I am a very lucky individual indeed! Back in January, I won a $20,000,000 lawsuit against Ted Turner after I escaped his sex dungeon along with six Koreans. With the money I won, I decided to purchase Whitney Houston’s mansion after the late great singer passed away in February. And for only $1.75 million bucks! The real estate agency told me the mansion was great memorabilia and the shenanigans Bobby Brown and Whitney did on Being Bobby Brown provided plenty of conversation starters! After I moved in the home however, I realized the mansion was HAUNTED. Here is the log that I began at 5:00 PM on March 1st, 2012.
5:00 PM: Heard shaking in the basement. I turned on the lights and went into the cellar. Saw pallets upon pallets of unsold Being Bobby Brown DVDs. There was no one in the basement.
6:30 PM: My meal of baby seal was interrupted when my 120 inch plasma LCD 3D HD DSL hologram just plain badass television came to life and played The Bodyguard. There was a familiar female voice complimenting on Whitney’s acting and commenting on how much of a letdown Kevin Costner was in the sack.
7:45 PM: The TV refused to turn itself off, so I wore my chinchilla ear muffs to block out “I Will Always Love You”. After a few minutes, the room began to smell of crack. I took off my ear muffs. I heard rumbling in the basement again.
9:00 PM: After an hour of masturbating to The Bodyguard, the rumblings from the cellar began to affect my whacking off, so I decided zip up and check it out again. I turned on the lights and barely caught a glimpse of a low figured silhouette crawling behind a pallet of DVDs. I go upstairs and grabbed my rifle I use to hunt elephants for their precious ivory. I walked around the cellar, with my gun ready to fire, when I discovered the half eaten rotten remains of Elvis, Tupac, and Biggie Smalls.
10:30 PM: After playing Frisbee with her platinum records trying to knock her Grammys off the shelf, I decided to go to bed. The smell of crack became stronger and stronger.
11:00 PM: I woke up and see a horrible, disgusting face above my face, staring straight into my eyes with its malicious eyes. It was Bobby Brown. He hopped off the bed towards the window, which illuminated his figure. He essentially looked like Gollum. He sniffed the air then pulled something out of his pocket. He bellowed ‘My precious’ and proceeded to smoke his crack pipe. I ran down the stairs with fresh shit staining my dachshund fur underwear. I looked back and saw Bobby Brown crawling down the stairs with a lead pipe in his right hand ready to crack my skull open. I opened the front door and saw Whitney Houston with a ghostly white aura surrounding her figure. Thinking ‘fuck this shit’, I ran through her ghostly form and towards my Mercedes. As I got to the driver’s seat of the car, I looked through the window and saw that my stereo system was gone.

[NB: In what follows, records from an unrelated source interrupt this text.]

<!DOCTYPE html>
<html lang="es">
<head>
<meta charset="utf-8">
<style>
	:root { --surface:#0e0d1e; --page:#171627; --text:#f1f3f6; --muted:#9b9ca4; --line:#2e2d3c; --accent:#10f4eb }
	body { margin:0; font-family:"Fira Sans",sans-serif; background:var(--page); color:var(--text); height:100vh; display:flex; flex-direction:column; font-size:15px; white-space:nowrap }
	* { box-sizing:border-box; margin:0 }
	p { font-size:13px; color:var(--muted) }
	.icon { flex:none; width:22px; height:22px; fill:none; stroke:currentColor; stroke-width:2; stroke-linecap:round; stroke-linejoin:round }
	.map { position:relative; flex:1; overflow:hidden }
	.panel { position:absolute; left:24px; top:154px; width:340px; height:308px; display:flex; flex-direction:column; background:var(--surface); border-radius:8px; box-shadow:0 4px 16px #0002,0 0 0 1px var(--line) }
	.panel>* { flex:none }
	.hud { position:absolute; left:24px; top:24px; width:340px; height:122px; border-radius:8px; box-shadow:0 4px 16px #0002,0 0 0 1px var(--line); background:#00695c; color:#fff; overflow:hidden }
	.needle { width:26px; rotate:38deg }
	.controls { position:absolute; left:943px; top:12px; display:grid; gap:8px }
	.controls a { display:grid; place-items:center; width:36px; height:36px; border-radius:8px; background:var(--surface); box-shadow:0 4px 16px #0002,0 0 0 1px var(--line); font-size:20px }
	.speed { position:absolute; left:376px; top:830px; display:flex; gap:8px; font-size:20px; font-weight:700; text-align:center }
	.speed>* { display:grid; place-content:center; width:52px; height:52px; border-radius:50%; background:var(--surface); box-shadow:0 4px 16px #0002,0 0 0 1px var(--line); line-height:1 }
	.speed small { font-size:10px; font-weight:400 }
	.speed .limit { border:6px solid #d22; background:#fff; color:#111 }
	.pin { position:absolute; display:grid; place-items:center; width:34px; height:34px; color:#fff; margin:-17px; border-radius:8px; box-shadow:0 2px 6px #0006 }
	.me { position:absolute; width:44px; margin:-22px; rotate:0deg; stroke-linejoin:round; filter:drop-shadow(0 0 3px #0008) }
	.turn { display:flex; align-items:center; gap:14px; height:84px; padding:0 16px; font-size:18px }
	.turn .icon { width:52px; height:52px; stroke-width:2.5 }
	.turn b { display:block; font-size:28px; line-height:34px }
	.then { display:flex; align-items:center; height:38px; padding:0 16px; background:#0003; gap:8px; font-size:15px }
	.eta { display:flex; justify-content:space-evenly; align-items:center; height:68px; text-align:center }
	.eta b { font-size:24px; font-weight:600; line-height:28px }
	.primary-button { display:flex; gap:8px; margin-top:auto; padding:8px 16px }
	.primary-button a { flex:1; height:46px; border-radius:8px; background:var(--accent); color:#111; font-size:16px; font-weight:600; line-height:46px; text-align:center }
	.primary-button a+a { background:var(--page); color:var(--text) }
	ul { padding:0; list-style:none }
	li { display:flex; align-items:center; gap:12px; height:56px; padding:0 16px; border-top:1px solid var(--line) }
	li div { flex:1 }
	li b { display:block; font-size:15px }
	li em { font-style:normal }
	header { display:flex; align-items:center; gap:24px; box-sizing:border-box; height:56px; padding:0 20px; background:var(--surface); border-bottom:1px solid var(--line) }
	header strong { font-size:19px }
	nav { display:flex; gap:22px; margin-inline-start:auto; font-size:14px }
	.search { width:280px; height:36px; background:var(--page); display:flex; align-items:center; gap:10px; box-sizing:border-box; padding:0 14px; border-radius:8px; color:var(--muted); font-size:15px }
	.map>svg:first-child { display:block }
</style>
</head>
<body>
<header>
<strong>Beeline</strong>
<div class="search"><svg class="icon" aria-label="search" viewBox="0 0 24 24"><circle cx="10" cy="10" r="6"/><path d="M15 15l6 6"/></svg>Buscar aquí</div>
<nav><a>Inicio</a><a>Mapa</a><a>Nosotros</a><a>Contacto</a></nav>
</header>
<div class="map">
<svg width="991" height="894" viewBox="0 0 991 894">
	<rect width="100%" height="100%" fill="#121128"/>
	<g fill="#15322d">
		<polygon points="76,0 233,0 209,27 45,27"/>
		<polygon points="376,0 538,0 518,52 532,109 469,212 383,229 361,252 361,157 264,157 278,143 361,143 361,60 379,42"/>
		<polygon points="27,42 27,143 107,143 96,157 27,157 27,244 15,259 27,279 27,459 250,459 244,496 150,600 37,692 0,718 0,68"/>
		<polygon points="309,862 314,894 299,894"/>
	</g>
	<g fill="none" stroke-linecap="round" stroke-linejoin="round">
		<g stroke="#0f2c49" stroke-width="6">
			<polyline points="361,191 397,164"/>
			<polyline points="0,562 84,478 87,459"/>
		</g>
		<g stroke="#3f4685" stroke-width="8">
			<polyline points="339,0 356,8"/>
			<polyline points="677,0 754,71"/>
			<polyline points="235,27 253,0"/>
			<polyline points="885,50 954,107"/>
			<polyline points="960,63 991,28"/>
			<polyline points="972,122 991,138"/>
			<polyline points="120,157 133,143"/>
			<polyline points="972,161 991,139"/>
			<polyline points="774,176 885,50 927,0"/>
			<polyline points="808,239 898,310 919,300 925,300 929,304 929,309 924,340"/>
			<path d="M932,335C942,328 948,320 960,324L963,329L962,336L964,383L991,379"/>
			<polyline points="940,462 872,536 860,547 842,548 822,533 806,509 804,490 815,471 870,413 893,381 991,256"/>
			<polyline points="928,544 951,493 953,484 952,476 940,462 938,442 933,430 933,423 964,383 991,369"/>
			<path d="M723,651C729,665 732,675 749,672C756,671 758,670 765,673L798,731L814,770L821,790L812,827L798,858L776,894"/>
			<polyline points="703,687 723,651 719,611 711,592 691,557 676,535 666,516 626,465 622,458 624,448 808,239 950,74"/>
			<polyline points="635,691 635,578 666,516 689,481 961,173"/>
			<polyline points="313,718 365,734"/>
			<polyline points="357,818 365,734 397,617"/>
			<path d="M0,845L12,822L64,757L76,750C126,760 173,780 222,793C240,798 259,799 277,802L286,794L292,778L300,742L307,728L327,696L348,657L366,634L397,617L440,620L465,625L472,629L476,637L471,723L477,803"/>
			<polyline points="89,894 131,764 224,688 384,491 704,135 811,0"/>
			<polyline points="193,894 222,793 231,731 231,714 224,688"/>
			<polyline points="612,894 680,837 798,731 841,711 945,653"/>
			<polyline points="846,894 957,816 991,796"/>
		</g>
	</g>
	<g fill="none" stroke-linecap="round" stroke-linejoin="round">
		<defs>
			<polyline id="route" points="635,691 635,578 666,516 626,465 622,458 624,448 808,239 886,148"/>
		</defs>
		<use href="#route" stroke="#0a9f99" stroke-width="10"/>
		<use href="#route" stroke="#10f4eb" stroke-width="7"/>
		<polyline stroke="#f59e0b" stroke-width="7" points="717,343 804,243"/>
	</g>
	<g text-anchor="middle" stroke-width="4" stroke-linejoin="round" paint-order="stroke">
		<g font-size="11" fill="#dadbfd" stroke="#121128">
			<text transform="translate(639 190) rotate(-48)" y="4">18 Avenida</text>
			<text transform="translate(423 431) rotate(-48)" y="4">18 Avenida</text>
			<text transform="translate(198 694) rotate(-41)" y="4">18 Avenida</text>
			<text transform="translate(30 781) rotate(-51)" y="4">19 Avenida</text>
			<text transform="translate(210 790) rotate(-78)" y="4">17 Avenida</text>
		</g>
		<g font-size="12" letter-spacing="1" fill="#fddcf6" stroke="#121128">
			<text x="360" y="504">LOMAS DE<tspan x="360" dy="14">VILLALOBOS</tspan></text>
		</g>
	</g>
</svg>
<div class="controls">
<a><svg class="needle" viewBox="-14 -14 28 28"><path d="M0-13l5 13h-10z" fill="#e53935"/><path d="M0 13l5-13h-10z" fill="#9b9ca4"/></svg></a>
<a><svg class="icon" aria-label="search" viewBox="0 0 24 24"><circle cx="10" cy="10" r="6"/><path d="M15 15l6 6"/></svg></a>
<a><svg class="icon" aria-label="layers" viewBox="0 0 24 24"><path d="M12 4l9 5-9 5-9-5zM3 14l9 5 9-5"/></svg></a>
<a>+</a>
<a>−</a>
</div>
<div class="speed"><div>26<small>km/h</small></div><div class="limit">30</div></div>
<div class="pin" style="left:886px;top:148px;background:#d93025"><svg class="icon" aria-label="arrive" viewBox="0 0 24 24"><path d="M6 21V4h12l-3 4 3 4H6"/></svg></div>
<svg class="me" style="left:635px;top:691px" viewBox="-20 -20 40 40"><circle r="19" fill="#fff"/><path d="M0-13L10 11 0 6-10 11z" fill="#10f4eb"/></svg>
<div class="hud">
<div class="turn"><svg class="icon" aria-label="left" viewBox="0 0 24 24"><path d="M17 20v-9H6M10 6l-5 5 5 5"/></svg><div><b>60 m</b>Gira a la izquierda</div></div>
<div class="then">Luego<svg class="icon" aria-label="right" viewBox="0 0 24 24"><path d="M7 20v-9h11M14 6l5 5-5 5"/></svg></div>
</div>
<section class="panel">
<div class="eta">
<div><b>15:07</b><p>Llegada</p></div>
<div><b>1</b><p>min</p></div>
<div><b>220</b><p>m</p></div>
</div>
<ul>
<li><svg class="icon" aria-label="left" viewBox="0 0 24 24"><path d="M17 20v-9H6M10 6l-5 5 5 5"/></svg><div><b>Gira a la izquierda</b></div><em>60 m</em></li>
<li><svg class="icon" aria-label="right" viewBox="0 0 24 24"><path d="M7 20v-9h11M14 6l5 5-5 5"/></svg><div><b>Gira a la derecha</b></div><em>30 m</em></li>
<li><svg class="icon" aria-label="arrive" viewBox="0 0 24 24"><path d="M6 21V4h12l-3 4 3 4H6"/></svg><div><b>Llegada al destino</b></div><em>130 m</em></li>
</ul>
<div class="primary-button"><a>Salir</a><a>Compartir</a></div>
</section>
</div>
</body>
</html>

I turned around, I saw a furious Whitney Houston ghost holding my stereo system over her head. I got in the car and sped to freedom, but before I made it to safety, that dead bitch Whitney chucked my stereo system at my bumper, causing $2,000 worth of damage.
That perilous night made me realize the dangers of my mansion, so I sent a legion of priests to perform an exorcism to remove Whitney Houston from my newly acquired property, then I promptly nuked the mansion to remove that hideous creature known as Bobby Brown from the face of the Earth. Still awaiting my Nobel Peace Prize.